Hassan acrescentou que estava particularmente chateado com a morte de Nasrallah porque ele era um símbolo importante de desafio. Na sua opinião, Nasrallah foi o único líder mundial a ajudar os palestinianos em Gaza, abrindo uma “frente de apoio” contra Israel a partir do sul do Líbano.
O Hezbollah disse que o seu objectivo é aliviar a pressão sobre o Hamas, que luta pela sua sobrevivência depois de lançar um ataque ao sul de Israel em 7 de Outubro, que matou 1.139 pessoas.
Israel respondeu atacando Gaza e matando mais de 40 mil pessoas desde Outubro.
A decisão de Nasrallah de apoiar o Hamas custou-lhe a vida.
“Ele defendeu Gaza”, disse Hassan com resignação nos degraus de uma mesquita. “Eu sei que ele morreu. Mas ele está em um lugar melhor agora do que aquele em que todos vivemos.”
Futuro incerto
Mohamad, um cidadão sírio que vive no Líbano desde 2009, disse que fugiu do sul do Líbano para Dahiyeh depois que Israel e o Hezbollah começaram a trocar tiros em 8 de outubro de 2023.
Ele disse que o bairro movimentado acolheu ele, sua filha e sua esposa na comunidade logo após sua chegada.
Ele também está de luto por Nasrallah.
“Fiquei em choque quando ouvi a notícia. Vamos nos lembrar dele como aquele que enfrentou os sionistas e entrou em guerra com Israel”, disse ele à Al Jazeera.

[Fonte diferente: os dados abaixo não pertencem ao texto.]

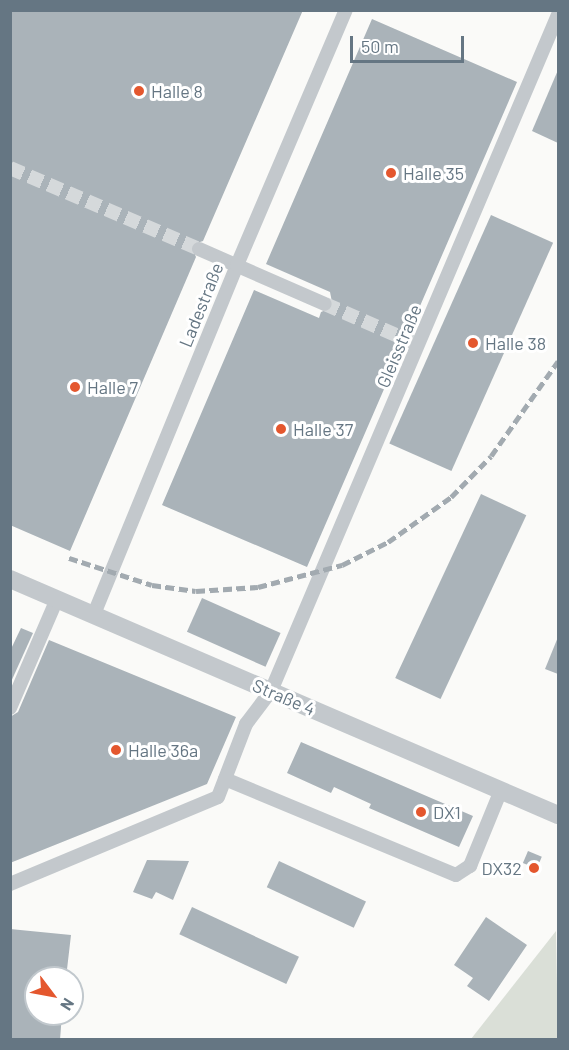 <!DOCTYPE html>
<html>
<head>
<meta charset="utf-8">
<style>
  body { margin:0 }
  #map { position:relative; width:569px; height:1050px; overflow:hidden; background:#fafaf8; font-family:Barlow,sans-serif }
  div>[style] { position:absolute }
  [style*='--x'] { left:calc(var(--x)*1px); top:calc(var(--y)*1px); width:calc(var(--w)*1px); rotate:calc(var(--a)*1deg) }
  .green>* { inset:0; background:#dadfd7 }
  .building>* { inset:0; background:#aab3b9; transform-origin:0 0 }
  .minor-tunnel>* { height:14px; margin-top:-7px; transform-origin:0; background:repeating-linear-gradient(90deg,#d5d9db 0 14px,transparent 0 21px) }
  .minor>* { height:14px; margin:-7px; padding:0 7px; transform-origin:7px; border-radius:7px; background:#c3c8cc }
  .tertiary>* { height:18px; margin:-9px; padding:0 9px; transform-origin:9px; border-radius:9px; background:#c3c8cc }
  .rail>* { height:4.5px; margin-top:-2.25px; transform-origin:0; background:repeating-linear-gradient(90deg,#a2aab0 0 9px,transparent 0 13.5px) }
  .dots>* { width:16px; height:16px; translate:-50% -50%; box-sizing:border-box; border:3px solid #fff; border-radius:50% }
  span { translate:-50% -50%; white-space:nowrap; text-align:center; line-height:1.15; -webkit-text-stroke:6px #fff; paint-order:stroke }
  .poi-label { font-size:18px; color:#657683 }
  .left { translate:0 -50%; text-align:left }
  .right { translate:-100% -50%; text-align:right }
  .street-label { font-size:18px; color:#657683 }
  .frame { position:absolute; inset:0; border:12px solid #657683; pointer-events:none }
  .north { position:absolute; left:24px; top:966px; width:60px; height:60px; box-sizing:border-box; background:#fff; border:2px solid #c1c8cd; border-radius:50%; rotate:122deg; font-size:16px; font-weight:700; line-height:24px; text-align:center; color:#657683 }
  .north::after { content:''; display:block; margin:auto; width:21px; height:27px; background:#e4572e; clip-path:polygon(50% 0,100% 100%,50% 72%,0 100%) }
  .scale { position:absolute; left:350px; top:36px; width:114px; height:27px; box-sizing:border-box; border:3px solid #657683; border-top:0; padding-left:8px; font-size:18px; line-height:21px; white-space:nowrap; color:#657683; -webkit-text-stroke:4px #fff; paint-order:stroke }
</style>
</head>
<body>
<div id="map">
  <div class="green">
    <i style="clip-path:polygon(556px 931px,558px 1039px,471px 1039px)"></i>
  </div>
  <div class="building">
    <i style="clip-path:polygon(10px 10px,303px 10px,203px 241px,191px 245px,196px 257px,70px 551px,10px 525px)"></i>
    <i style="clip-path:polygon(372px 19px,517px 82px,307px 567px,162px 505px,254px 290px,319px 318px,321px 312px,333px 307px,330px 292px,266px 264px)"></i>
    <i style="clip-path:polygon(558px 70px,558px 143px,532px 131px)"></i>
    <i style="left:491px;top:215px;width:68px;height:250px;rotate:24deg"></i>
    <i style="left:481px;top:494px;width:50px;height:203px;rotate:25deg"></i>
    <i style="left:202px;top:598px;width:86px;height:37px;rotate:24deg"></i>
    <i style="clip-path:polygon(21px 628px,33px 633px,10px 684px,10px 651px)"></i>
    <i style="clip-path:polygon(558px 637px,558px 674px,545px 669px)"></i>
    <i style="clip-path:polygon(49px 640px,236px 717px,207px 784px,10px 863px,10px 717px,18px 712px)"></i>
    <i style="clip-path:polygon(301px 742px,473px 816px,459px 847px,369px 808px,371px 804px,334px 787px,331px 793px,287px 773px)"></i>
    <i style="left:528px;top:851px;width:15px;height:13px;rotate:23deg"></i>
    <i style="clip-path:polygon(147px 860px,189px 861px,173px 900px,156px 892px,152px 899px,133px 892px)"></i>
    <i style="left:279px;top:861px;width:96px;height:29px;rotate:25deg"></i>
    <i style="left:192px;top:907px;width:118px;height:30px;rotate:25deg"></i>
    <i style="clip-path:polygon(486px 917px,527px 945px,489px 1001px,467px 986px,473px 978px,454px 965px)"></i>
    <i style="clip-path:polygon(10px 929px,71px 935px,66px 978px,36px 978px,36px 1014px,62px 1014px,60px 1040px,10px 1040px)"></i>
  </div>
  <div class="minor-tunnel">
    <i style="--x:10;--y:168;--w:206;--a:23.2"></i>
    <i style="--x:325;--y:304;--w:103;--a:23.6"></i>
  </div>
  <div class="minor">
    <i style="--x:199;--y:249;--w:137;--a:23.6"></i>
    <i style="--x:94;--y:614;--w:377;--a:-67.7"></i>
    <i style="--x:237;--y:265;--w:277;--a:-66.9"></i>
    <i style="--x:10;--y:708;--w:119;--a:-66.7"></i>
    <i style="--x:225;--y:779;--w:250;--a:22.6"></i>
    <i style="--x:456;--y:875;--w:17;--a:-33"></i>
    <i style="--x:470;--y:866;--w:82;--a:-67.8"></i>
    <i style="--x:10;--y:884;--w:225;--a:-22.7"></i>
    <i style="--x:218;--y:797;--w:78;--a:-69"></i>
    <i style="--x:246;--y:724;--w:41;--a:-52.9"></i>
    <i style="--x:271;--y:691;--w:734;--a:-67"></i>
  </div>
  <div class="tertiary">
    <i style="--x:10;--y:579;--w:597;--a:23.3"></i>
  </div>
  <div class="rail">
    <i style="--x:69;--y:558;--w:87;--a:18"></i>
    <i style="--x:152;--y:585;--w:44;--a:7.8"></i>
    <i style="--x:196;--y:591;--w:62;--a:-3.7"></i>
    <i style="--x:258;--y:587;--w:87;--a:-14.7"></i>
    <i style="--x:342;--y:565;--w:51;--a:-26.6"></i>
    <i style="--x:388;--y:542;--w:77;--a:-35.5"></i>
    <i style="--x:451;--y:497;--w:57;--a:-45.7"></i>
    <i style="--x:491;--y:456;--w:116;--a:-54.8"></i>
  </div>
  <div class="dots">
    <i style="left:139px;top:91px;background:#e4572e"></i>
    <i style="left:391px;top:173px;background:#e4572e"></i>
    <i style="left:473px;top:343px;background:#e4572e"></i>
    <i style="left:75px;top:387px;background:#e4572e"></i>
    <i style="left:281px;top:429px;background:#e4572e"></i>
    <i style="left:116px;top:750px;background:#e4572e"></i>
    <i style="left:421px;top:812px;background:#e4572e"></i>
    <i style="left:534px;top:868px;background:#e4572e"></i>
  </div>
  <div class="poi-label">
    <span class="left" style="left:151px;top:91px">Halle 8</span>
    <span class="left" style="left:403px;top:173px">Halle 35</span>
    <span class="left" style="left:485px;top:343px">Halle 38</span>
    <span class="left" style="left:87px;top:387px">Halle 7</span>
    <span class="left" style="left:293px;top:429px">Halle 37</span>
    <span class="left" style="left:128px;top:750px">Halle 36a</span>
    <span class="left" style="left:433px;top:812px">DX1</span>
    <span class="right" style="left:522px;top:868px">DX32</span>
  </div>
  <div class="street-label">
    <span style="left:201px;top:305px;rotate:-68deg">Ladestraße</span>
    <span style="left:399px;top:346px;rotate:-67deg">Gleisstraße</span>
    <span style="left:284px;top:697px;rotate:23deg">Straße 4</span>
  </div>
  <div class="frame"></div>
  <div class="north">N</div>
  <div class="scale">50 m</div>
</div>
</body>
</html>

“Mas agora que ele se foi, há medo e incerteza. Não sabemos o que vai acontecer. Haverá mais bombardeamentos agora em Beirute? A situação vai piorar? Ou vai parar? Ninguém sabe.
Mariam, que fugiu com a mãe e a filha, expressou a mesma ambivalência sobre a sua vida e o destino do Líbano. Tudo o que lhe era querido foi destruído devido ao bombardeamento implacável de Israel sobre Dahiyeh nas últimas 24 horas, disse ela.
Ela está de luto pela perda de um bairro que envolve uma vida inteira de lembranças – boas e ruins. Ela também está de luto pela perda de vários amigos, muitos dos quais foram mortos em ataques israelitas, e outros que continuam desaparecidos. Mas, como muitas pessoas da sua comunidade, ela disse que a morte de Nasrallah é a notícia mais difícil de engolir.
“Nós nos sentíamos seguros quando ele estava aqui conosco”, disse ela, com os olhos cheios de lágrimas. “Agora, não sabemos se algum dia estaremos seguros novamente.”